Task to complete → Copy out each entry below verbatim, skipping the images.

Provided information →
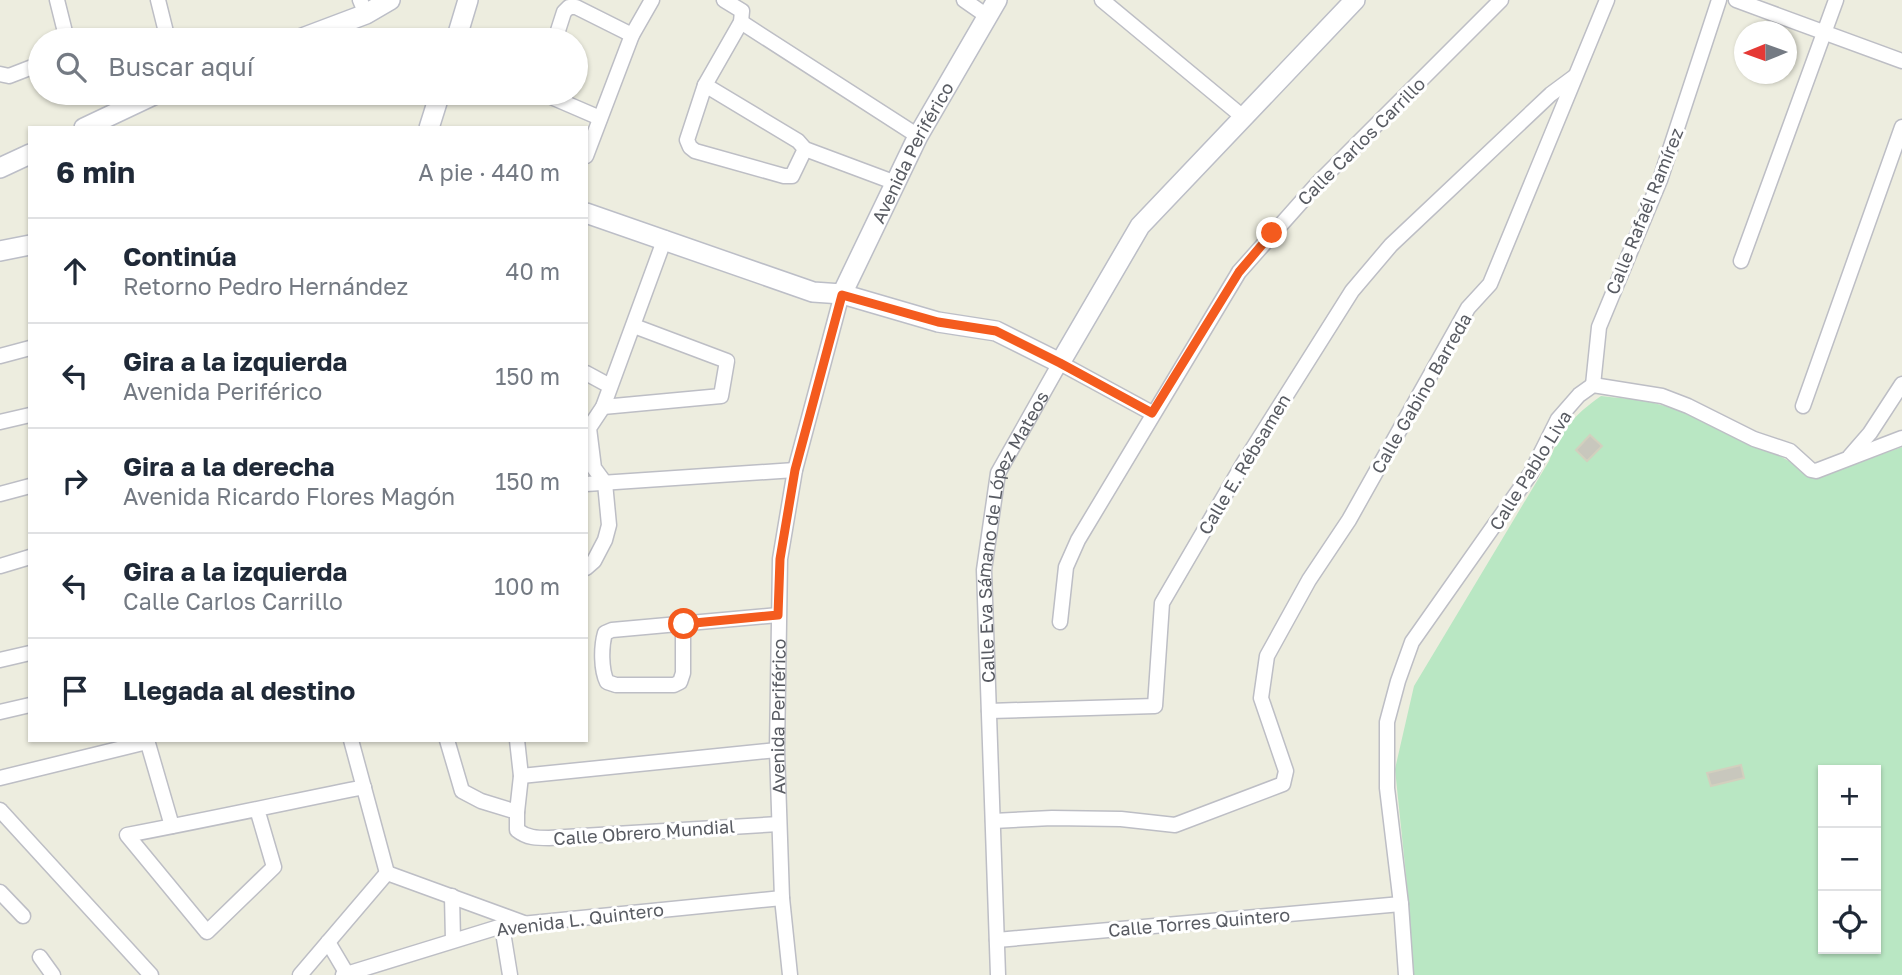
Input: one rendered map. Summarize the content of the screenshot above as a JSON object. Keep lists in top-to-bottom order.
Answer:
{
  "streets": {
    "street": [
      "Calle Carlos Carrillo",
      "Avenida Periférico",
      "Calle Rafaél Ramírez",
      "Calle Gabino Barreda",
      "Calle E. Rébsamen",
      "Calle Pablo Liva",
      "Calle Eva Sámano de López Mateos",
      "Calle Obrero Mundial",
      "Avenida L. Quintero",
      "Calle Torres Quintero"
    ]
  },
  "crossings": [
    ["Avenida Periférico", "Calle Obrero Mundial"],
    ["Avenida Periférico", "Avenida L. Quintero"],
    ["Calle Rafaél Ramírez", "Calle Pablo Liva"],
    ["Calle Gabino Barreda", "Calle E. Rébsamen"],
    ["Calle Gabino Barreda", "Calle Eva Sámano de López Mateos"],
    ["Calle E. Rébsamen", "Calle Eva Sámano de López Mateos"],
    ["Calle Pablo Liva", "Calle Torres Quintero"],
    ["Calle Eva Sámano de López Mateos", "Calle Torres Quintero"]
  ],
  "north": "left",
  "page": {
    "search": "Buscar aquí",
    "heading": ["6 min", "A pie · 440 m"],
    "list": [
      ["Continúa", "Retorno Pedro Hernández", "40 m"],
      ["Gira a la izquierda", "Avenida Periférico", "150 m"],
      ["Gira a la derecha", "Avenida Ricardo Flores Magón", "150 m"],
      ["Gira a la izquierda", "Calle Carlos Carrillo", "100 m"],
      "Llegada al destino"
    ],
    "map_buttons": ["+", "−"]
  }
}
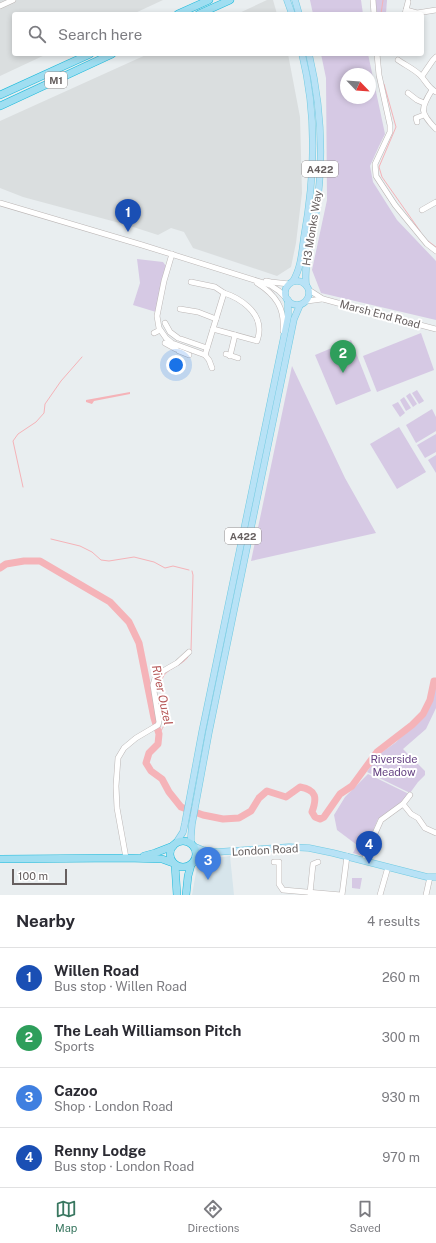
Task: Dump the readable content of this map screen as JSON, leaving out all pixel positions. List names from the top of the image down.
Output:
{
  "streets": {
    "highway": ["M1"],
    "main road": ["A422", "H3 Monks Way", "London Road"],
    "street": ["Marsh End Road"]
  },
  "crossings": [
    ["A422", "H3 Monks Way"],
    ["A422", "Marsh End Road"],
    ["A422", "London Road"],
    ["H3 Monks Way", "Marsh End Road"]
  ],
  "water": ["River Ouzel"],
  "parks": ["Riverside Meadow"],
  "scale_bar": "100 m",
  "north": "bottom right",
  "page": {
    "search": "Search here",
    "pins": [
      "1",
      "2",
      "4",
      "3"
    ],
    "scale": "100 m",
    "heading": ["Nearby", "4 results"],
    "list": [
      {
        "mark": "1",
        "name": "Willen Road",
        "note": "Bus stop · Willen Road",
        "value": "260 m"
      },
      {
        "mark": "2",
        "name": "The Leah Williamson Pitch",
        "note": "Sports",
        "value": "300 m"
      },
      {
        "mark": "3",
        "name": "Cazoo",
        "note": "Shop · London Road",
        "value": "930 m"
      },
      {
        "mark": "4",
        "name": "Renny Lodge",
        "note": "Bus stop · London Road",
        "value": "970 m"
      }
    ],
    "nav": ["Map", "Directions", "Saved"]
  }
}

Problem solution →
Input: one rendered map. Summarize the content of the screenshot above as a JSON object. Keep lists in top-to-bottom order.
Answer:
{
  "streets": {
    "street": [
      "Calle Carlos Carrillo",
      "Avenida Periférico",
      "Calle Rafaél Ramírez",
      "Calle Gabino Barreda",
      "Calle E. Rébsamen",
      "Calle Pablo Liva",
      "Calle Eva Sámano de López Mateos",
      "Calle Obrero Mundial",
      "Avenida L. Quintero",
      "Calle Torres Quintero"
    ]
  },
  "crossings": [
    ["Avenida Periférico", "Calle Obrero Mundial"],
    ["Avenida Periférico", "Avenida L. Quintero"],
    ["Calle Rafaél Ramírez", "Calle Pablo Liva"],
    ["Calle Gabino Barreda", "Calle E. Rébsamen"],
    ["Calle Gabino Barreda", "Calle Eva Sámano de López Mateos"],
    ["Calle E. Rébsamen", "Calle Eva Sámano de López Mateos"],
    ["Calle Pablo Liva", "Calle Torres Quintero"],
    ["Calle Eva Sámano de López Mateos", "Calle Torres Quintero"]
  ],
  "north": "left",
  "page": {
    "search": "Buscar aquí",
    "heading": ["6 min", "A pie · 440 m"],
    "list": [
      ["Continúa", "Retorno Pedro Hernández", "40 m"],
      ["Gira a la izquierda", "Avenida Periférico", "150 m"],
      ["Gira a la derecha", "Avenida Ricardo Flores Magón", "150 m"],
      ["Gira a la izquierda", "Calle Carlos Carrillo", "100 m"],
      "Llegada al destino"
    ],
    "map_buttons": ["+", "−"]
  }
}
Task: Dump the readable content of this map screen as JSON, leaving out all pixel positions. List names from the top of the image down.
Output:
{
  "streets": {
    "highway": ["M1"],
    "main road": ["A422", "H3 Monks Way", "London Road"],
    "street": ["Marsh End Road"]
  },
  "crossings": [
    ["A422", "H3 Monks Way"],
    ["A422", "Marsh End Road"],
    ["A422", "London Road"],
    ["H3 Monks Way", "Marsh End Road"]
  ],
  "water": ["River Ouzel"],
  "parks": ["Riverside Meadow"],
  "scale_bar": "100 m",
  "north": "bottom right",
  "page": {
    "search": "Search here",
    "pins": [
      "1",
      "2",
      "4",
      "3"
    ],
    "scale": "100 m",
    "heading": ["Nearby", "4 results"],
    "list": [
      {
        "mark": "1",
        "name": "Willen Road",
        "note": "Bus stop · Willen Road",
        "value": "260 m"
      },
      {
        "mark": "2",
        "name": "The Leah Williamson Pitch",
        "note": "Sports",
        "value": "300 m"
      },
      {
        "mark": "3",
        "name": "Cazoo",
        "note": "Shop · London Road",
        "value": "930 m"
      },
      {
        "mark": "4",
        "name": "Renny Lodge",
        "note": "Bus stop · London Road",
        "value": "970 m"
      }
    ],
    "nav": ["Map", "Directions", "Saved"]
  }
}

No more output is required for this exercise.